Headline: Decision upholds California’s worldwide combined reporting tax, allowing the State to tax a share of multinational companies’ worldwide income and leaving double-taxation concerns and federal action to Congress.
Holding:
- Allows states to tax a portion of multinationals’ worldwide income based on in-state factors.
- Foreign-based parent companies face increased risk of overlapping taxation by other countries.

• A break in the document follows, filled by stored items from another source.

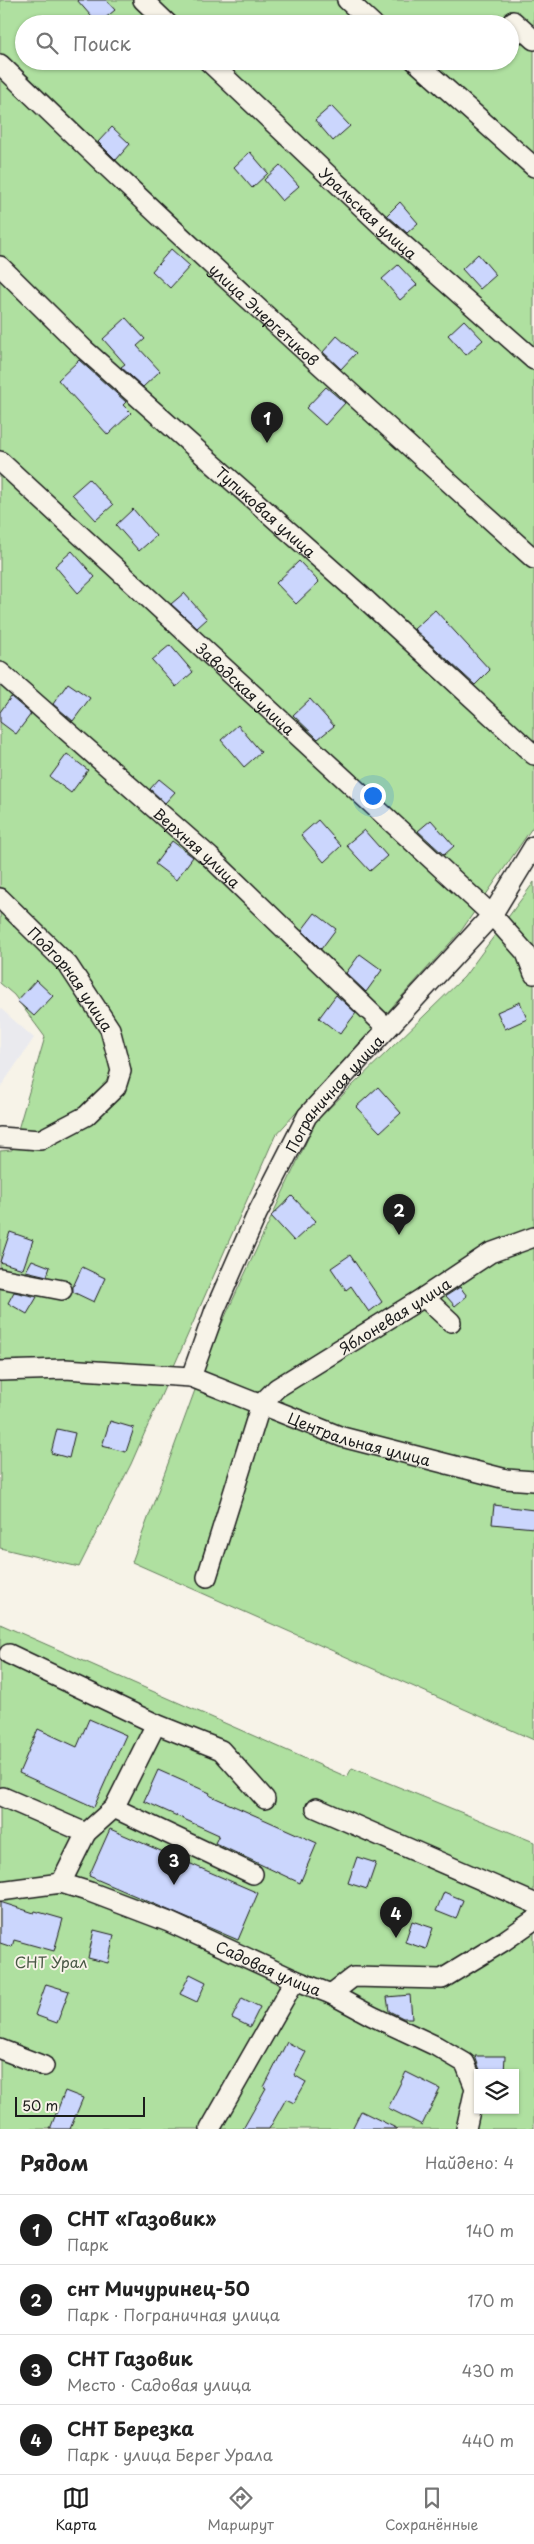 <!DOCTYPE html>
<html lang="ru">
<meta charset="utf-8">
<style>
body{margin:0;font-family:"Playpen Sans",sans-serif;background:#f6f6f6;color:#222}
.controls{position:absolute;right:15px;bottom:15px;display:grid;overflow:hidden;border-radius:0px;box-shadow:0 1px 4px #0004}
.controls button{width:45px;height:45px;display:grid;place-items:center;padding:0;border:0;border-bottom:1px solid #e0e0e0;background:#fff;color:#222;font:25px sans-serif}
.scale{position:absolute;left:15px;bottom:12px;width:130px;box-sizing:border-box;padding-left:5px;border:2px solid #1c1c1c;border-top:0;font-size:14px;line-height:18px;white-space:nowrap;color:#1c1c1c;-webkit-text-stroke:4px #f7f3e8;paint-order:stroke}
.you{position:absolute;left:372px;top:795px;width:18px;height:18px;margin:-12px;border:4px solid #fff;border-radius:50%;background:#1a73e8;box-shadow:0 0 0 8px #1a73e833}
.badge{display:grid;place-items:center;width:32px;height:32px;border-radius:50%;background:#1c1c1c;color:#fff;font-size:16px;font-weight:700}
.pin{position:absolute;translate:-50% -41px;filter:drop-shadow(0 1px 2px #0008)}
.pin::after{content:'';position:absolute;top:26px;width:18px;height:15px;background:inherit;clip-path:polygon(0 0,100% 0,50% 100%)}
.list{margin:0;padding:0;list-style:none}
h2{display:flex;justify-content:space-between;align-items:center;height:65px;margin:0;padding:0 20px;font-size:21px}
h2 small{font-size:16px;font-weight:400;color:#767676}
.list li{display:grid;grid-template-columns:32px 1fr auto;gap:15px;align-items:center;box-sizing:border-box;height:70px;padding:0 20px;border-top:1px solid #e0e0e0}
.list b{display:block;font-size:19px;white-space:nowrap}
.list p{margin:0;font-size:16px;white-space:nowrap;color:#767676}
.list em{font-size:16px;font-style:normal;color:#767676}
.icon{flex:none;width:28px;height:28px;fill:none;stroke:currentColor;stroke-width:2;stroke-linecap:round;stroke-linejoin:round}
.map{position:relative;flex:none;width:534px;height:2129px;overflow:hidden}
.search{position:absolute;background:#fff;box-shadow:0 1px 4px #0004;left:15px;right:15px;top:15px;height:55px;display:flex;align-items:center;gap:12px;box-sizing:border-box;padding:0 18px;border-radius:28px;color:#767676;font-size:19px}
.sheet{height:345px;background:#fff}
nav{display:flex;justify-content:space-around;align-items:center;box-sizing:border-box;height:70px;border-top:1px solid #e0e0e0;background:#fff;font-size:14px;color:#767676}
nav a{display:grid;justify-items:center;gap:2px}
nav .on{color:#1c1c1c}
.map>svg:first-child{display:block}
.built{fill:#eaeaee}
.green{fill:#afe0a0;stroke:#667e5e;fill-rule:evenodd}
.building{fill:#cbd6fd;stroke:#1c1c1c}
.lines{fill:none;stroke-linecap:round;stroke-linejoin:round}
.minor-casing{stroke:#1c1c1c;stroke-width:22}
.minor{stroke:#f7f3e8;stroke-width:19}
.labels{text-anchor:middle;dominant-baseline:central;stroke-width:4;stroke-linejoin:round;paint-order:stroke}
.street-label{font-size:15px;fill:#1c1c1c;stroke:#f7f3e8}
.park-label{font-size:15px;fill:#485744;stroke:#f7f3e8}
</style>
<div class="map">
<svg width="534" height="2129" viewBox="0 0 534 2129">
<rect width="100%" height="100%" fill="#f7f3e8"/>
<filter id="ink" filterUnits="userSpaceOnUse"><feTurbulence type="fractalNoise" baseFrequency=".02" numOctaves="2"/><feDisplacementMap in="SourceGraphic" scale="10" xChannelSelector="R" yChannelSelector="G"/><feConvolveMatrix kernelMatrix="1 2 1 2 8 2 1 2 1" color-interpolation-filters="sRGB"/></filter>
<g filter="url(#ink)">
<polygon class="built" points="0,1008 34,1038 0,1088"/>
<g class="green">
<path d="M0,0H534V825L461,931L275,1136L131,1464L79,1567L0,1548V1151L12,1150L45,1037L14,995L0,983ZM24,24H510V61H24Z"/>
<polygon points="534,882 534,1740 132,1562 210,1349 316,1121 464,977"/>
<path d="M0,1624L347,1777L352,1768L534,1842V2129H0ZM478,2073H515V2110H478Z"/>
</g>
<g class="building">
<polygon points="77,0 106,0 115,10 98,24"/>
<polygon points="331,106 350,126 333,141 315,120"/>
<polygon points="112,127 130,144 116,160 98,142"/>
<polygon points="250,152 268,173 252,188 234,167"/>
<polygon points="280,165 299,186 282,201 264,180"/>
<polygon points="400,202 418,223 407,233 387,215"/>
<polygon points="171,249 190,266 170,288 152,271"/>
<polygon points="478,254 496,275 480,289 462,269"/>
<polygon points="398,265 417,285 400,300 382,279"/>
<polygon points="126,318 145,339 137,346 160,371 143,387 121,367 125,364 103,339"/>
<polygon points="464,320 483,340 466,355 448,335"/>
<polygon points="337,336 356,353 341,369 323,352"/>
<polygon points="79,360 126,402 123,405 131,413 108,435 58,380"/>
<polygon points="326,387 345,403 325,425 306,408"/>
<polygon points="89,479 113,505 96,520 72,494"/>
<polygon points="133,509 156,536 139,551 116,525"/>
<polygon points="72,551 95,577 78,593 55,566"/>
<polygon points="299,561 319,582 296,604 276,583"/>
<polygon points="184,593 207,619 197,628 171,604"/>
<polygon points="435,610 490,670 475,685 414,629"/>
<polygon points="170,645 193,672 176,687 152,660"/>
<polygon points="68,683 90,698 73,721 53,704"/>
<polygon points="11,697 31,714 16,734 0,722 0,712"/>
<polygon points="310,699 334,726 318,739 293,715"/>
<polygon points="238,725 261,752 244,767 221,740"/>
<polygon points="67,754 88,770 71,793 50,777"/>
<polygon points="159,779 175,792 165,803 150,789"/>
<polygon points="318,820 341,846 324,862 301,835"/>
<polygon points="431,820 454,846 444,855 418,831"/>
<polygon points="364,830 387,856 370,871 346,845"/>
<polygon points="172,841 193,857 176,880 155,864"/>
<polygon points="315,913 336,929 321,949 302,930"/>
<polygon points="360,954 382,970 366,992 346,973"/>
<polygon points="36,980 53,996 34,1016 17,1001"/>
<polygon points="336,995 356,1013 340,1034 319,1018"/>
<polygon points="520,1002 527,1019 505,1029 497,1012"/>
<polygon points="378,1087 401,1113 380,1132 356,1107"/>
<polygon points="292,1196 316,1221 294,1241 271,1216"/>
<polygon points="10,1232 33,1240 23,1269 0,1262"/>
<polygon points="350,1255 382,1302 369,1312 351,1286 346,1290 331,1268"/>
<polygon points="32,1260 50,1267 47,1276 26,1271"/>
<polygon points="82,1267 105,1278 94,1302 73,1292 73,1287"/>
<polygon points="460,1287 467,1296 455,1306 446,1296"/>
<polygon points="14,1292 37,1297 27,1314 8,1303"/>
<polygon points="110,1421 134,1428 126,1452 102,1446"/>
<polygon points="57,1429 75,1433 69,1458 51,1453"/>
<polygon points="494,1505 534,1510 534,1528 492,1524"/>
<polygon points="89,1719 126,1735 94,1807 19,1773 38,1729 77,1747"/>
<polygon points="158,1770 210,1793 209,1795 317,1843 300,1883 215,1843 219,1835 144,1801"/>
<polygon points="110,1829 258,1893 238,1940 89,1876"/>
<polygon points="357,1857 376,1863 367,1889 348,1883"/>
<polygon points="444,1892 463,1900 456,1919 436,1911"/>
<polygon points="0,1902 34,1913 35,1911 63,1919 54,1951 14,1940 12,1947 0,1943"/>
<polygon points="412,1921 433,1928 426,1949 405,1942"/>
<polygon points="94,1930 114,1935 108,1963 88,1958"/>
<polygon points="190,1974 206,1982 197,2002 180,1994"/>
<polygon points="46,1984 69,1991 57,2023 35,2015"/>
<polygon points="410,1995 412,2018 403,2018 389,2011 387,1997"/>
<polygon points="242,1998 260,2007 250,2027 232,2018"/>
<polygon points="287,2042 306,2052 294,2075 306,2082 294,2103 286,2099 269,2129 243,2129 266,2088 264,2087"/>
<polygon points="475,2056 505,2056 504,2073 481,2073"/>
<polygon points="406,2072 440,2089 422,2125 388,2108"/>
<polygon points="65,2091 83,2098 70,2129 50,2129"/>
<polygon points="361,2111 398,2129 352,2129"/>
</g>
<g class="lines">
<defs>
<g id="minor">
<polyline points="143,0 168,24"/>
<polyline points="347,0 373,24"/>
<polyline points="513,21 534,40"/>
<path id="s1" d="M208,61L381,225L534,360"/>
<polyline points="415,61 534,167"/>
<path id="s2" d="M0,64C174,233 353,396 534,559"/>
<path id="s3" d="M0,266L85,350L365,599L534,755"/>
<path id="s4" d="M0,461L492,915L526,953L534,974"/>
<path id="s5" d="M0,672L210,857L387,1028"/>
<path id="s6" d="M0,898L68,965L110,1029L121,1071L116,1087L86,1116L40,1140L0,1137"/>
<polyline points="0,1278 62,1290"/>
<polyline points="424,1297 451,1322"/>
<path id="s7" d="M0,1371L65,1369L191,1377L342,1437L506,1479L534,1481"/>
<path id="s8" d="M191,1377L215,1310L257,1214L307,1116L492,915L534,846"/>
<path id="s9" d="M207,1577L261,1404L277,1388L424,1297L490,1253L534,1237"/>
<polyline points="9,1654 156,1724 221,1750 265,1799"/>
<polyline points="3,1797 86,1833 61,1883"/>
<polyline points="114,1808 253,1874"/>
<polyline points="316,1808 534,1903"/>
<polyline points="86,1833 114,1808 156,1724"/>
<path id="s10" d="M0,1891L61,1883L90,1892L169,1922L295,1980L331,1994L372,2016L436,2046L465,2063L475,2088L466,2129"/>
<polyline points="331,1994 353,1977 442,1979 504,1941 534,1920"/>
<polyline points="0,2049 44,2066"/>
<polyline points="210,2129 295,1980"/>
</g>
</defs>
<use href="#minor" class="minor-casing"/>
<use href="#minor" class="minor"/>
</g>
</g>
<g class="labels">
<g class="street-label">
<text stroke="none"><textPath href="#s1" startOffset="221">Уральская улица</textPath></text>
<text stroke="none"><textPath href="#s2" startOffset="364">улица Энергетиков</textPath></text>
<text stroke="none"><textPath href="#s3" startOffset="362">Тупиковая улица</textPath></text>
<text stroke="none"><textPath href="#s4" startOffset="335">Заводская улица</textPath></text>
<text stroke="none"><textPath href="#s5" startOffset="264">Верхняя улица</textPath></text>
<text stroke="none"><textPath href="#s6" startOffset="108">Подгорная улица</textPath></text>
<text stroke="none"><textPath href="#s8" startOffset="320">Пограничная улица</textPath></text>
<text stroke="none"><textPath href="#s9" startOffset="342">Яблоневая улица</textPath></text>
<text stroke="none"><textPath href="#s7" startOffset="371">Центральная улица</textPath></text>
<text stroke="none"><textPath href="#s10" startOffset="286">Садовая улица</textPath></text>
</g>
<g class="park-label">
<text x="51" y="1961">СНТ Урал</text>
</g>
</g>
</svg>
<div class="controls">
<button><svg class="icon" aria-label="layers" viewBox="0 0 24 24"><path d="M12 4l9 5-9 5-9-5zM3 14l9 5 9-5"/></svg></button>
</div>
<div class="scale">50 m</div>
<div class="you"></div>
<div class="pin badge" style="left:267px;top:443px">1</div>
<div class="pin badge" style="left:399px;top:1235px">2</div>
<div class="pin badge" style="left:174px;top:1885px">3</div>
<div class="pin badge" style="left:396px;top:1938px">4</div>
<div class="search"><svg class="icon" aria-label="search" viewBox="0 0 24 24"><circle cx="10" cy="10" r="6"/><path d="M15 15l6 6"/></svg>Поиск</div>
</div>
<section class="sheet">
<h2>Рядом<small>Найдено: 4</small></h2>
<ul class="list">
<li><span class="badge">1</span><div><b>СНТ «Газовик»</b><p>Парк</p></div><em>140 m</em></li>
<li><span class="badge">2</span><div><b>снт Мичуринец-50</b><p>Парк · Пограничная улица</p></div><em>170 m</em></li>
<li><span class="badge">3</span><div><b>СНТ Газовик</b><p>Место · Садовая улица</p></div><em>430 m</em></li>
<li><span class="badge">4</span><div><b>СНТ Березка</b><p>Парк · улица Берег Урала</p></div><em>440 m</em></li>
</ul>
</section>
<nav>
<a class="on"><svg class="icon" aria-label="map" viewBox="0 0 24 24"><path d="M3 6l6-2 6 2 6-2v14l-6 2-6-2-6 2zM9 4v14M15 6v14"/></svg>Карта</a>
<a><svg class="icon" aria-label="directions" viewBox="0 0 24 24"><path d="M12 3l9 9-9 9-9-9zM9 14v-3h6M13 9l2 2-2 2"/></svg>Маршрут</a>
<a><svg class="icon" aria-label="saved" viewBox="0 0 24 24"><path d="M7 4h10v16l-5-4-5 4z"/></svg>Сохранённые</a>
</nav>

- Congress may act to change national rules; otherwise states retain autonomy over apportionment.
Summary
Background
Barclays, a United Kingdom-based multinational bank, and Colgate, a U.S.-based multinational parent company, each operated in California during the years at issue. California computed corporate franchise tax using worldwide combined reporting: it pooled the unitary business’s worldwide income and taxed the portion equal to the average share of payroll, property, and sales located in California. Barclays argued that this method burdens foreign-based companies and causes double international taxation; both companies argued the tax also interfered with the Federal Government’s ability to speak with one voice on foreign commerce.
Reasoning
The Court asked whether the Constitution prevents California from applying worldwide combined reporting to these companies. The majority found the tax met the usual Commerce Clause tests: it had a sufficient connection to California, was fairly apportioned, and did not discriminate in practice because California allows reasonable approximations to reduce compliance costs. The Court also rejected the companies’ due process claim about vague administrative discretion. On the special foreign-commerce concerns, the Court concluded multiple taxation was not inevitable, separate-accounting alternatives might also cause double taxation, and Congress had not clearly forbidden state use of combined reporting; Executive Branch statements lacked force to override that congressional inaction. The Court affirmed the lower courts’ judgments.
Real world impact
The decision allows California and similar States to tax a portion of a multinational’s worldwide income based on in-state activity measures. Foreign parents remain at risk of overlapping taxes from other countries, but the Court left policy changes to Congress and the political branches. Corporations may use California’s approximation procedures to limit compliance costs.
Dissents or concurrances
Justice O’Connor dissented as to Barclays: she would have held California’s tax unconstitutional when it falls on foreign corporations because of the real risk of multiple international taxation; other Justices offered narrower separate views.